Jamais élections n'ont été autant détournées de leur sens. Les compétences des régions peuvent donner lieu à des programmes différenciés de gestion et, en fait, plutôt à bien des convergences pratiques. Mais leurs caractères techniques et limités ne devraient pas offrir matière à affrontement politique de conception de société; sauf si l'on fait comme si les régions avaient des pouvoirs de stratégie et de police (qu'elles n'ont aucunement). Néanmoins la campagne électorale n'a pas été centrée sur les affaires régionales, mais a été - c'est banalité de le dire, mais il faut creuser pourquoi c'est possible - circonstance, même pas à un débat de politique générale - car rien des questions de fond n'a été expliqué par quiconque - mais à des confrontations passionnelles ou partisanes de convictions divisant cruellement les Français.
Si cela a été possible c'est, bien entendu, à raison de tout le contexte actuel, mais c'est aussi parce que les 13 régions XXL, sont autant que des circonscriptions administratives inadéquates, offrant l'illusion d'un pouvoir réel pouvant profiter aux politiques de carrière - de grands théâtres subventionnés constituant des caisses de résonnance pour une parade des passions et pour la campagne pré présidentielle.
Ces cadres régionaux offrent l'illusion de permettre une représentation proportionnelle mais finalement les sièges sont distribués - conforment à l'esprit de la Vème République qui s'est voulu une dictature de l'alternance bipolaire - quasiment au scrutin majoritaire : au premier tour, on se fait plaisir; au second tour on doit choisir.
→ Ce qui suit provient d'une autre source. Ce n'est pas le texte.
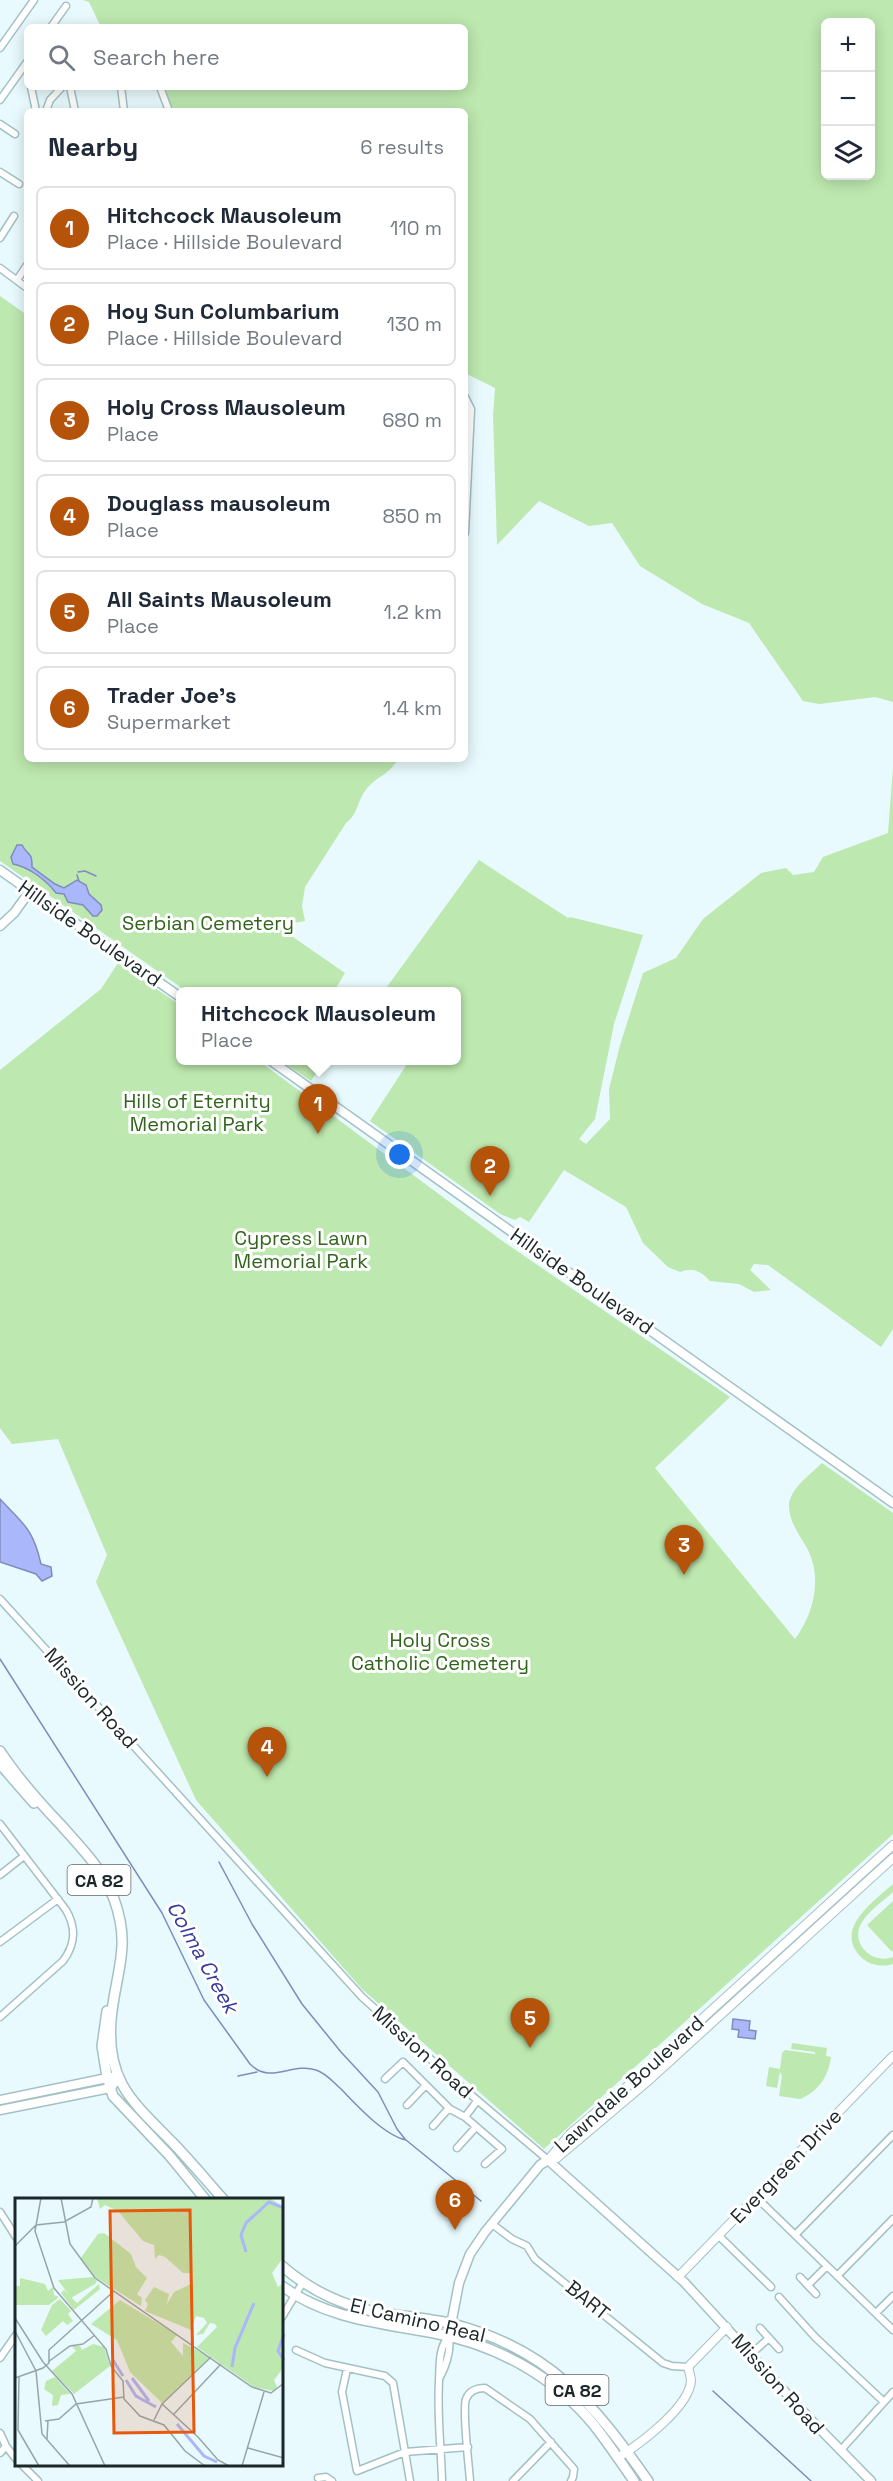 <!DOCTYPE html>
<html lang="en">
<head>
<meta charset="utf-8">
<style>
	:root { --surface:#fff; --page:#f2f2f3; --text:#1f2937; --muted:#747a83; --line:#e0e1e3; --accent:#b45309 }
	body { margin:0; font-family:"Space Grotesk",sans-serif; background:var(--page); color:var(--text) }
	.controls { position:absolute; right:18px; top:18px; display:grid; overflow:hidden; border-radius:9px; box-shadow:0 3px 15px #0003 }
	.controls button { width:54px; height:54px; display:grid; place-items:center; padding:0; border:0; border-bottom:2px solid var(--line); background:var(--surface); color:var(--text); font:30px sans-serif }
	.you { position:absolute; left:400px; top:1155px; width:21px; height:21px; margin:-15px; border:4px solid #fff; border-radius:50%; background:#1a73e8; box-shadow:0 0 0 9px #1a73e833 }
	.badge { display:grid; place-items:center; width:39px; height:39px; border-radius:50%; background:var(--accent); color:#fff; font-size:20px; font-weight:700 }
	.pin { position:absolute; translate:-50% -50px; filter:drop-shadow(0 2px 3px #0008) }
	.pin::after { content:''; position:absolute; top:32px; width:21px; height:18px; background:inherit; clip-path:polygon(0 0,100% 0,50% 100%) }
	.popup { position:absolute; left:176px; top:987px; width:285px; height:78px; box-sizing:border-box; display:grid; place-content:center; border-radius:9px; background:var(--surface); filter:drop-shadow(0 2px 4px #0005); font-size:20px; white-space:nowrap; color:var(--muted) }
	.popup b { font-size:22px; color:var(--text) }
	.popup::after { content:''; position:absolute; left:50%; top:100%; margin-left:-12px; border:12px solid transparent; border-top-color:var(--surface) }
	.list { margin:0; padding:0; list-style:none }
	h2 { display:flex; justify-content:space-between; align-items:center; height:78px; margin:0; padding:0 24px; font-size:26px }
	h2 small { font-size:20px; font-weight:400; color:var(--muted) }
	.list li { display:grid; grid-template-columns:39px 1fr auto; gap:18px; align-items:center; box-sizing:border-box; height:84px; margin:0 12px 12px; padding:0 12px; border:2px solid var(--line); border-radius:9px }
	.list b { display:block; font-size:22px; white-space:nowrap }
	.list p { margin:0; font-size:20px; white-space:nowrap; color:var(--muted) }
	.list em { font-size:20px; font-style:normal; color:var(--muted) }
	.icon { flex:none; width:33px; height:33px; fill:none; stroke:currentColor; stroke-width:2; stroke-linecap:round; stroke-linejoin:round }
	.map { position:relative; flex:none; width:893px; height:2481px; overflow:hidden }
	.search { position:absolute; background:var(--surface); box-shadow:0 3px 15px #0003; left:24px; top:24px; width:444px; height:66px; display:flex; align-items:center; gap:15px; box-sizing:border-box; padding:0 21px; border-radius:9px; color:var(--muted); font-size:22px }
	.panel { position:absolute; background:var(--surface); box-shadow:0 3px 15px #0003; left:24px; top:108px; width:444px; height:654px; border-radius:9px }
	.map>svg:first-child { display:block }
</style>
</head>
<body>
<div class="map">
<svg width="893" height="2481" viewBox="0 0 893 2481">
	<rect width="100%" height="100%" fill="#e8fafd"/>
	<path fill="#bde8af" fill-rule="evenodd" d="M83,0H893V702L875,697L819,704L803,701L749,623L702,604L640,566L612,523L589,526L539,501L497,545L493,415L495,388L465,373V111H175L169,102L164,87H465V27H101L89,2ZM826,22H870V176H826Z
		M0,296L27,315V759H398C391,774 373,778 365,791C357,802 358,814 346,823L305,887L302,906L305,921L277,926L345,973L334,991H186L0,861Z
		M893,768V1329L881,1347L768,1265L754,1264L750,1270L771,1290L754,1292L739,1284L710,1281C701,1271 693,1267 680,1272L668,1267L643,1243L626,1207L564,1170L529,1222L520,1217L515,1220L500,1214L370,1121L409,1061L456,1060V992L384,991L479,860L568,918L570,917L643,935L614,1024L595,1119L579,1139L586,1144L610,1119L609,1089L620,1045L643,973L676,958L703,919L761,873L786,868L793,875L814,872L823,857L888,833Z
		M118,963L180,1005V1060L259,1061L501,1240L730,1397L655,1468L795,1639C813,1615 822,1581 809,1552C802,1538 789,1523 789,1506C789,1489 811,1474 822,1463L893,1513V1834L544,2149L362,1989L196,1800L96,1582L107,1555L58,1439L12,1444L0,1428V1070L101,989Z
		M281,1061H333L330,1066L324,1062L311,1081Z
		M893,1884V1892C883,1901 869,1911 862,1922C849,1943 872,1965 893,1957V1964C882,1967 871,1966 862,1958C832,1930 874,1901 893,1884Z
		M893,1901V1950L892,1952L867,1925Z
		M792,2043L827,2048L826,2056L831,2057C828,2077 819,2091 800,2099L779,2096L782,2076L780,2072L777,2088L766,2086L769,2067L780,2069L782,2053L785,2050L815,2054V2052L791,2049Z"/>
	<path fill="#aab8fb" stroke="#7f8cbc" stroke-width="1.5" d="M17,845H22C28,857 32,850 32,867L55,884L64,888L77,880L86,885L89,894L101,905L102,910L97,916H93L83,905L68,902L64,894L56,893C46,880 29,867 13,864L11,857Z
		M0,1499C23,1524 33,1528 41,1564L51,1567L52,1576L42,1581L36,1574L0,1562Z
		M733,2019L750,2021L749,2030L756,2031L755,2039L738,2037L739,2030L732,2029Z"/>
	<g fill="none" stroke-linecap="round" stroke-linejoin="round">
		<path stroke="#7f8cbc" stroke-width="1.5" d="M78,872L85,871L96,876
			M77,875L79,881
			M0,1659L162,1913L204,2000L250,2064C271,2085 291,2062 316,2070C326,2073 333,2082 341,2089C357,2106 384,2135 406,2140L481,2201
			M219,1862L252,1924L302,2004L341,2052L378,2092L397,2129L405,2139
			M238,2076L257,2072
			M713,2391L811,2481"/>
		<defs>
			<path id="minor" d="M51,27L66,6
				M0,48L34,0
				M31,87L36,111
				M70,87L75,111
				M121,87L124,111
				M160,87L169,111
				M0,100L27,62
				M46,111L50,100L62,87
				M0,124L15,134
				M0,172L19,184
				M0,238L14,216
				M0,268L27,288
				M17,280L27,265
				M465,397L471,409L465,533
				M0,1599L362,1997L457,2083L548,2160
				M0,1824L66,1910C77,1929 75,1945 63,1961L0,2017
				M0,1875L24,1856
				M0,1942L58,1899
				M385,2079L403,2062L450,2109L465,2117L502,2149L485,2164
				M407,2105L426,2085
				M465,2117L477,2101
				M433,2126L449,2108
				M457,2148L476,2127
				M756,2197L893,2330
				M0,2212L16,2237
				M492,2224L512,2239L527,2246L535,2259L663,2363L672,2366L688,2367
				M795,2235L893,2135
				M719,2236L771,2287
				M837,2276L893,2219
				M800,2277L816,2294
				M808,2285L827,2266
				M779,2297L815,2337L884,2402
				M876,2313L893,2296
				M282,2317L303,2282
				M760,2328L779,2349
				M296,2350L325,2363L385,2376L393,2383L410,2481
				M751,2354L769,2338
				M0,2358L16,2335
				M347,2369L342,2392L357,2471L405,2452L468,2447
				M440,2377C447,2364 451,2350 449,2335
				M0,2433L6,2446L16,2459
				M840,2451L893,2392
				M0,2453L6,2446
				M21,2464L38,2481
				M318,2478L326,2477L332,2481
				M442,2481C441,2446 437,2416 439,2381C440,2364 438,2350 449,2335
				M470,2481C469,2466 462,2410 466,2399C469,2391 477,2388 485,2388L530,2419L574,2469L573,2477L571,2481
				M513,2481L551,2442"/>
			<path id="tertiary" d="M548,2160L571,2133L637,2078L893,1845
				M548,2160L557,2158L647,2082L893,1858
				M678,2277L893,2056
				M622,2455C642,2442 689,2407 691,2381C691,2377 689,2371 688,2367L727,2327"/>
			<path id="secondary" d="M0,870L180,997
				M0,926L14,913L30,891
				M270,1060L893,1503
				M0,2100L112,2077
				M0,2110L110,2088L119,2078
				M449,2335L459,2283L470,2254L485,2232L540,2165L548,2160L684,2282L810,2419L871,2481"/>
			<path id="primary" d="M0,1751C17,1777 39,1802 61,1825C81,1848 103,1869 114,1899C132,1948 115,1973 111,2020C106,2083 134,2103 174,2144C191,2162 207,2181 223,2199
				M0,1764L34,1803
				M107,2011L102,2046L107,2077L113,2096L169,2155L205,2199
				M282,2266C305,2286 333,2301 363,2309C392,2316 424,2317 453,2324C550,2349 594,2404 648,2481
				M282,2286C327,2319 381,2323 434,2333C495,2344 554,2376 594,2425C608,2443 621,2462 634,2481"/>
		</defs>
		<use href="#minor" stroke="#a3c1c5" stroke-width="9"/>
		<use href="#tertiary" stroke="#a3c1c5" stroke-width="10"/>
		<use href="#secondary" stroke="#a3c1c5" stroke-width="11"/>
		<use href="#primary" stroke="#a3c1c5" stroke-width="12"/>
		<use href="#minor" stroke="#fff" stroke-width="6"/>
		<use href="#tertiary" stroke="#fff" stroke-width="8"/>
		<use href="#secondary" stroke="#fff" stroke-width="8"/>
		<use href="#primary" stroke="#fff" stroke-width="9"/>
	</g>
	<g text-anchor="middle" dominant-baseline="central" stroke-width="6" stroke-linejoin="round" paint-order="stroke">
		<g fill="#fff" stroke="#5f6869" stroke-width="1.5">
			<rect x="67.5" y="1865" width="63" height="30" rx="4.5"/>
			<rect x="545.5" y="2375" width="63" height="30" rx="4.5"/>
		</g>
		<g font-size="18" font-weight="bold" fill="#1b2729">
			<text x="99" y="1880">CA 82</text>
			<text x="577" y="2390">CA 82</text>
		</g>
		<g font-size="20" fill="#30651a" stroke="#fff">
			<text x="208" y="923">Serbian Cemetery</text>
			<text x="197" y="1101">Hills of Eternity<tspan x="197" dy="23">Memorial Park</tspan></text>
			<text x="301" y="1238">Cypress Lawn<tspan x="301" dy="23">Memorial Park</tspan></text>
			<text x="440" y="1640">Holy Cross<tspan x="440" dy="23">Catholic Cemetery</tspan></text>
		</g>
		<g font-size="20" fill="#1b2729" stroke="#fff">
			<text transform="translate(90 933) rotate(35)">Hillside Boulevard</text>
			<text transform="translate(582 1281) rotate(35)">Hillside Boulevard</text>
			<text transform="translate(91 1698) rotate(48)">Mission Road</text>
			<text transform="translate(423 2052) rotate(42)">Mission Road</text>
			<text transform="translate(629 2084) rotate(-42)">Lawndale Boulevard</text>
			<text transform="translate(786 2166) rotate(-46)">Evergreen Drive</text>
			<text transform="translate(588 2300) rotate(39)">BART</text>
			<text transform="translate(418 2320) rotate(13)">El Camino Real</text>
			<text transform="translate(778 2384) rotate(48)">Mission Road</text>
		</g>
		<g font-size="21" font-style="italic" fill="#383d9b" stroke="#fff">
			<text transform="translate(203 1957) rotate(61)">Colma Creek</text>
		</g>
	</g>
	<g transform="translate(15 2198)">
		<rect width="268" height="268" fill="#e8fafd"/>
		<path d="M82,0H255L268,9V60L257,75L263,89L269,85L268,170L259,182L262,189L259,193L239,189L182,149L202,129L200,126L195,125L188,136L181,137L192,125L189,120L181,118L176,132L130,113L133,106L130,102L139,89L154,96L152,106L159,94L176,86V75H168L150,59L144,57L140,61L139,47L128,43L103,13L90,7L85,11ZM89,35L116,56L121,69L132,80L122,96L127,100L126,108L80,79L65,61L83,36ZM78,79L82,83L80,86L56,100L43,82ZM5,80L30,86L33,93L38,89L39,97L44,99L34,107H0V88H5ZM84,86L85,91L59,112L46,95L49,92L62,105ZM45,101L56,113L53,116L58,123L52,127L48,123L31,138L26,132L37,107ZM105,102L162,137L156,144L168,158V145L195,159L147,205L115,174L102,142L76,126ZM78,146L89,149L95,168L59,196L37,173L61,153L57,148H65L67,152ZM40,179L55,196L46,197L43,207L37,208L38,197L29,191L31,183Z" fill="#bde8af"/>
		<path fill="none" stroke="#aab8fb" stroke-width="3" d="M231,54L226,37L231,25L254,4L269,10M269,136L263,153L269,162M98,162L108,178M217,169L220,150L239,105M117,180L134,203M111,182L121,198L141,209M162,226L189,258L202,264"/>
		<path fill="none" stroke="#96a6a8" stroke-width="1.5" d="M26,0L20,33L39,90L91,151L96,168L108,183L109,201L125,218L149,227L170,253L190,268M46,0L55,46L80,80L237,189L256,195L269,185M0,48L21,27L49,24L76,9L78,0M0,120L28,164L57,196L90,268M0,133L21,173L27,236L55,268M33,164L55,148L68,146L80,137M4,179L3,232L24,268M0,180L28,170L34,165V152L99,93M147,206L196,159M159,216L206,166M139,222L147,206L183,239M30,223L44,221L61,206L109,199M183,239L203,262L214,268M32,241L33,222M233,250L269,260M227,268L249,194"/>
		<path fill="#e8590c" fill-opacity="0.15" stroke="#e8590c" stroke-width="3" d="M175,12L179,234L99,235L95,13Z"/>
		<rect width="268" height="268" fill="none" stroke="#1b2729" stroke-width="3"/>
	</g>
</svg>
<div class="controls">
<button>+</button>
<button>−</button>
<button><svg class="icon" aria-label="layers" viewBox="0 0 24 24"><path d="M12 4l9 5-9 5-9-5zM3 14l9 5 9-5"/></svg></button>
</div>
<div class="you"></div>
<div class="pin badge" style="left:318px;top:1134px">1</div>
<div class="popup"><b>Hitchcock Mausoleum</b>Place</div>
<div class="pin badge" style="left:490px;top:1196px">2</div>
<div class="pin badge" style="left:684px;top:1575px">3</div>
<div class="pin badge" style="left:267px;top:1777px">4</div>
<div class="pin badge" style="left:530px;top:2048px">5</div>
<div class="pin badge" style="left:455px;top:2230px">6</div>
<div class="search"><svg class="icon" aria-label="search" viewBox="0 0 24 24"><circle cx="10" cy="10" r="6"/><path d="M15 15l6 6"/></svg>Search here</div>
<section class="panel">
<h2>Nearby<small>6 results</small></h2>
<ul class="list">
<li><span class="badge">1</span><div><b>Hitchcock Mausoleum</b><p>Place · Hillside Boulevard</p></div><em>110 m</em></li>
<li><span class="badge">2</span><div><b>Hoy Sun Columbarium</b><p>Place · Hillside Boulevard</p></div><em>130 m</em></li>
<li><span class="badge">3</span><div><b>Holy Cross Mausoleum</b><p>Place</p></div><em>680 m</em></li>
<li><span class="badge">4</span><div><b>Douglass mausoleum</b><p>Place</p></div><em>850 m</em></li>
<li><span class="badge">5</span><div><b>All Saints Mausoleum</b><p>Place</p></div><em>1.2 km</em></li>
<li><span class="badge">6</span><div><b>Trader Joe's</b><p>Supermarket</p></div><em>1.4 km</em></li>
</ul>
</section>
</div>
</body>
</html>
Voilà ce qui d'une part sert un parti en progression bousculant par sa percée les recettes de la bipolarisation, et ce qui, d'autre part, permet, contre un ennemi commun, entre électorats aux affects un moment ou profondément compatibles, des rapprochements tantôt affichés, absurdes et nécessaires (les unions de la gauche) tantôt souterrains, pervers et efficaces (les unions des droites).
LES CHANCES RENFORCÉES DU FN
En refusant d'emblée *, toute hypothèse de retrait de liste au second tour, N. S. favorise à l'évidence le lepénisme. Une disparation de la liste de droite eut permis, dimanche prochain, dans un ou deux cas limités, à la "gauche" de faire face au FN avec le soutien d'une partie des électeurs républicains ; mais, par suite du rejet du "Front républicain" , c'est le Front national qui gagne une forte chance (au delà des probabilités qu'il l'emporte en Paca et en Nord pas de Calais/Picardie, ainsi que, peut-être, dans le Grand Est, surtout si le PS se maintient), de dominer tout le quart sud ouest de la France, en emportant le Languedoc/Midi Pyrénées, voire l'Aquitaine.
LES CHANCES RENFORCÉES DES RÉPUBLICAINS
L'électorat frontiste est par ailleurs, l'arbitre du second tour pouvant, dans des régions capitales, donner le succès à la droite sarkozyste. En contrepartie du coup de main que celle-ci donne au FN en maintenant ses candidats là où elle n'est pas en état de gagner (sans qu'il soit besoin du moindre accord explicite), cette droite attend partout des électeurs du FN, si leur liste n'est manifestement pas en état de gagner, qu'une bonne part d'entre eux votent pour elle au second tour. La réserve de voix des sarkozystes est dans les lepénistes; une union des électeurs de toutes les droites partageant les mêmes affects sécuritaires et d'être farouchement contre la gauche, contre l'immigration, contre l'assistanat , pourrait bien faire basculer l'Ile de France et Rhône Alpes/Auvergne - ce qui serait des victoires spectaculaires contre la gauche au pouvoir et planterait un paysage territorial très défavorable à celle-ci pour la présidentielle - tandis que bien d'autres régions sont sous la menace de cette union, comme notamment Normandie et Bourgogne.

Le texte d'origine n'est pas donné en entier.